Morrocan inspired lamb pilaf served with baby salad leaves, pomegranate seeds and topped with natural yogurt.
Prep: 10mins
Cook: 25mins
Serves: 4
Cook Using: Pan
Method
Heat a teaspoon of olive oil in a large casserole or frying pan until very hot and stir fry the lamb for 3 - 4 minutes until golden brown, then remove to a plate and rest for a few minutes.
Reduce the temperature to moderate and add a little more oil to the casserole if necessary, gently fry the sliced red onion, crushed garlic, chopped chilli and moroccan seasoning for a minute.
Tip the rice into the pan and stir, coating the rice in the oil and spices, then return the lamb to the casserole along with hot lamb stock and bring to the boil.

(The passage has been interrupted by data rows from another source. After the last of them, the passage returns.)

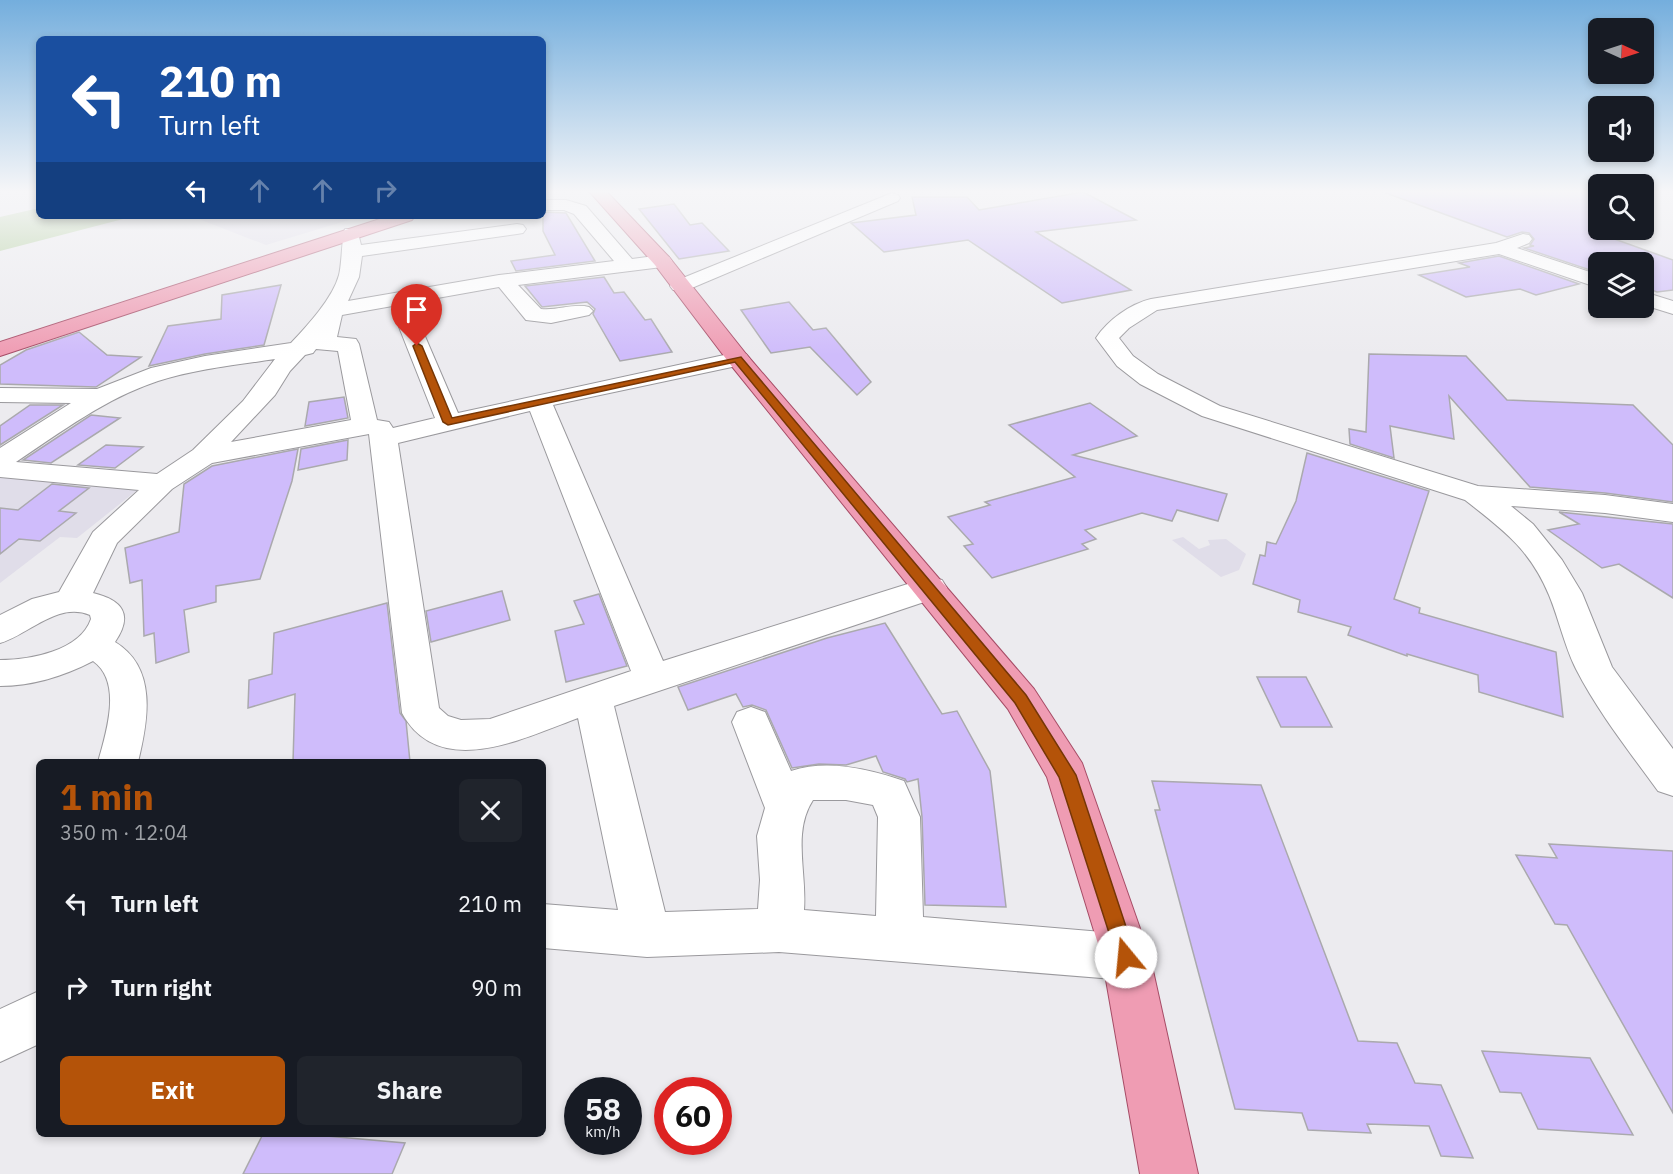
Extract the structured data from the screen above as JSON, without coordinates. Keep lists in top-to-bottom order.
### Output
{
  "north": "right",
  "page": {
    "turn": ["210 m", "Turn left"],
    "heading": ["1 min", "350 m · 12:04"],
    "list": [
      {
        "name": "Turn left",
        "value": "210 m"
      },
      {
        "name": "Turn right",
        "value": "90 m"
      }
    ],
    "buttons": ["Exit", "Share"],
    "speed": "58 km/h",
    "limit": "60"
  }
}
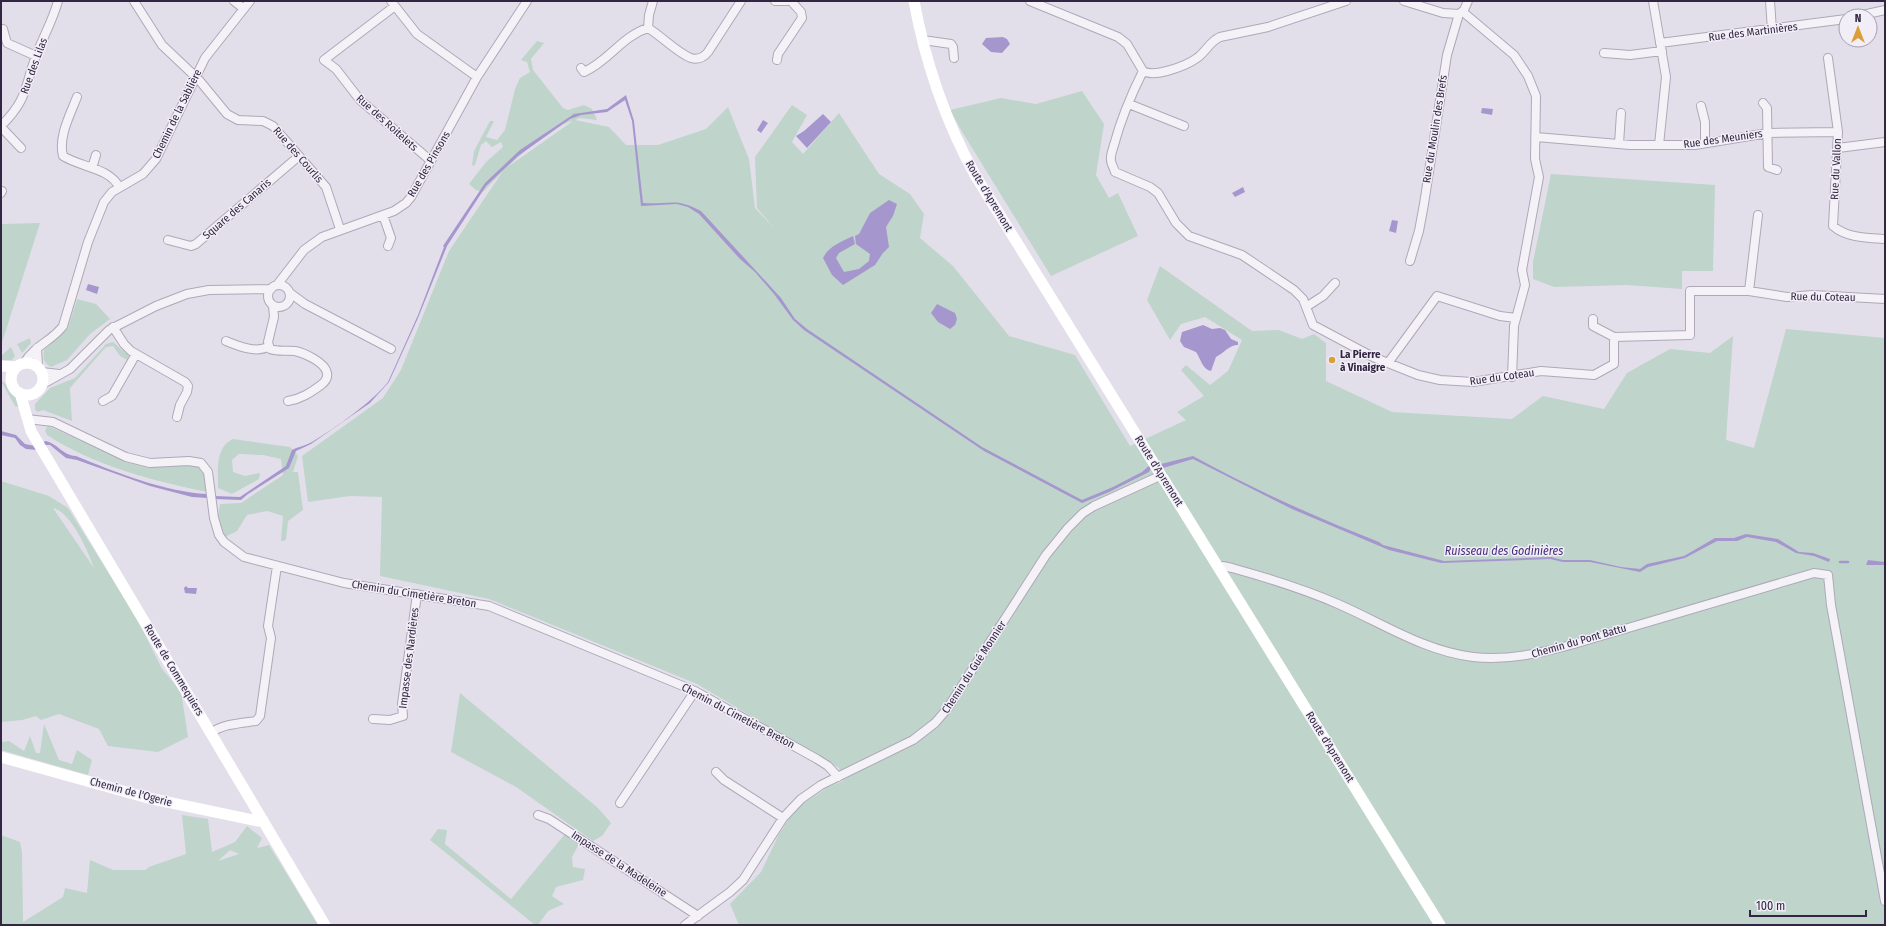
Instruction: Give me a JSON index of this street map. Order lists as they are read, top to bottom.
{
  "streets": {
    "street": [
      "Rue des Martinières",
      "Rue des Lilas",
      "Chemin de la Sablière",
      "Rue des Roitelets",
      "Rue du Moulin des Brefs",
      "Rue des Meuniers",
      "Rue des Courlis",
      "Rue des Pinsons",
      "Rue du Vallon",
      "Route d'Apremont",
      "Square des Canaris",
      "Rue du Coteau",
      "Chemin du Cimetière Breton",
      "Chemin du Pont Battu",
      "Impasse des Nardières",
      "Chemin du Gué Monnier",
      "Route de Commequiers",
      "Chemin de l'Ogerie",
      "Impasse de la Madeleine"
    ]
  },
  "crossings": [
    ["Chemin de la Sablière", "Rue des Courlis"],
    ["Chemin de la Sablière", "Route de Commequiers"],
    ["Rue des Roitelets", "Rue des Pinsons"],
    ["Rue des Meuniers", "Rue du Vallon"],
    ["Rue des Courlis", "Rue des Pinsons"],
    ["Rue des Courlis", "Square des Canaris"],
    ["Route d'Apremont", "Chemin du Pont Battu"],
    ["Route d'Apremont", "Chemin du Gué Monnier"],
    ["Chemin du Cimetière Breton", "Impasse des Nardières"],
    ["Chemin du Cimetière Breton", "Chemin du Gué Monnier"],
    ["Chemin du Cimetière Breton", "Route de Commequiers"],
    ["Chemin du Gué Monnier", "Impasse de la Madeleine"],
    ["Route de Commequiers", "Chemin de l'Ogerie"]
  ],
  "water": ["Ruisseau des Godinières"],
  "places": ["La Pierre à Vinaigre"],
  "scale_bar": "100 m",
  "north": "top"
}
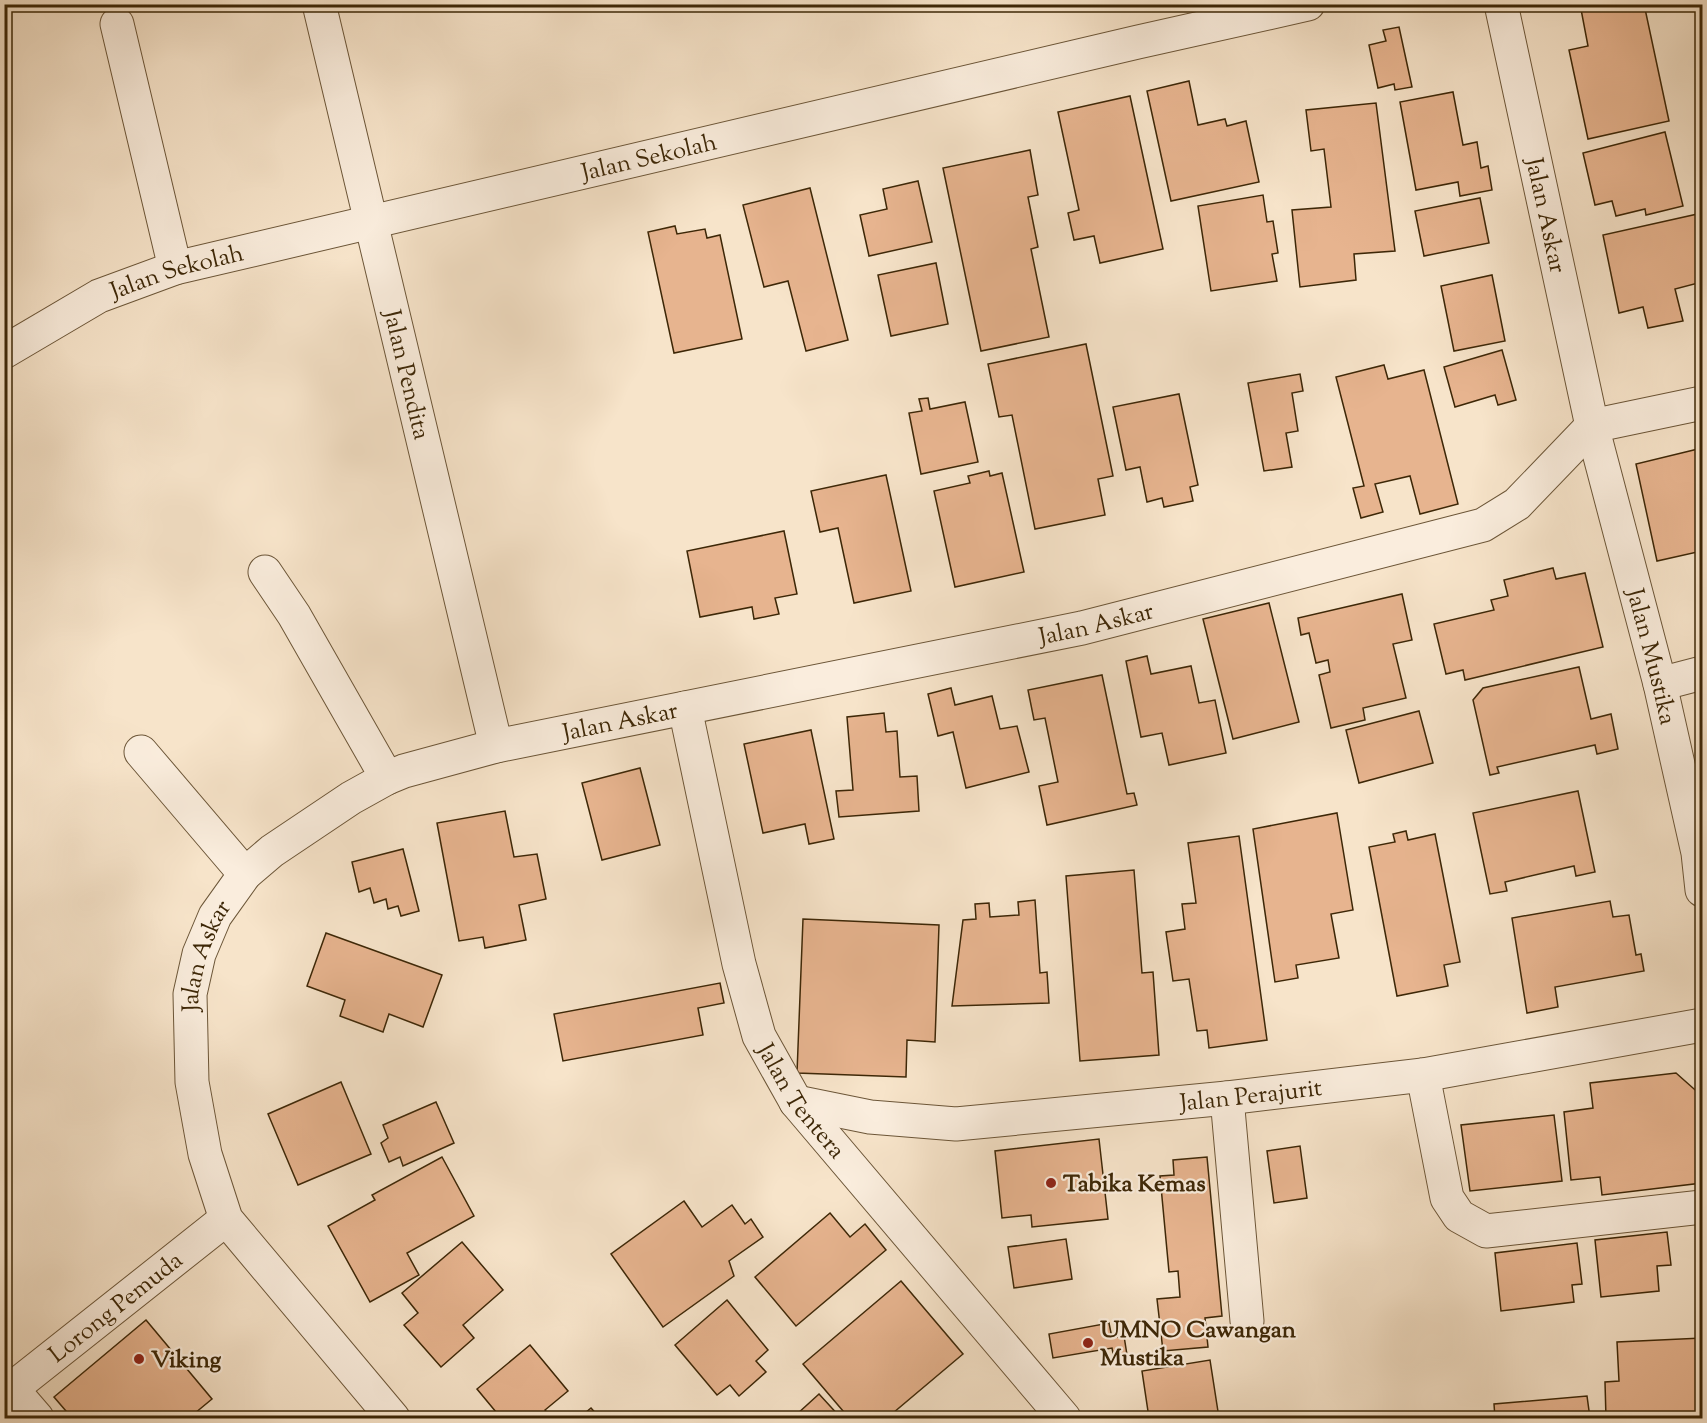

Cover with a lid, reduce the temperature and simmer for 10 minutes, then remove the casserole from the heat. Keep the lid tightly secured and allow the rice to steam for 10 minutes until it’s tender and the cooking liquid has been absorbed.
Stir in the chickpeas, chopped apricots, parsley, mint and warm through for a few minutes.
To serve
Arrange in warm serving bowls, scatter with a few baby salad leaves.
Mix natural yogurt with pomegranate seeds and serve on the side.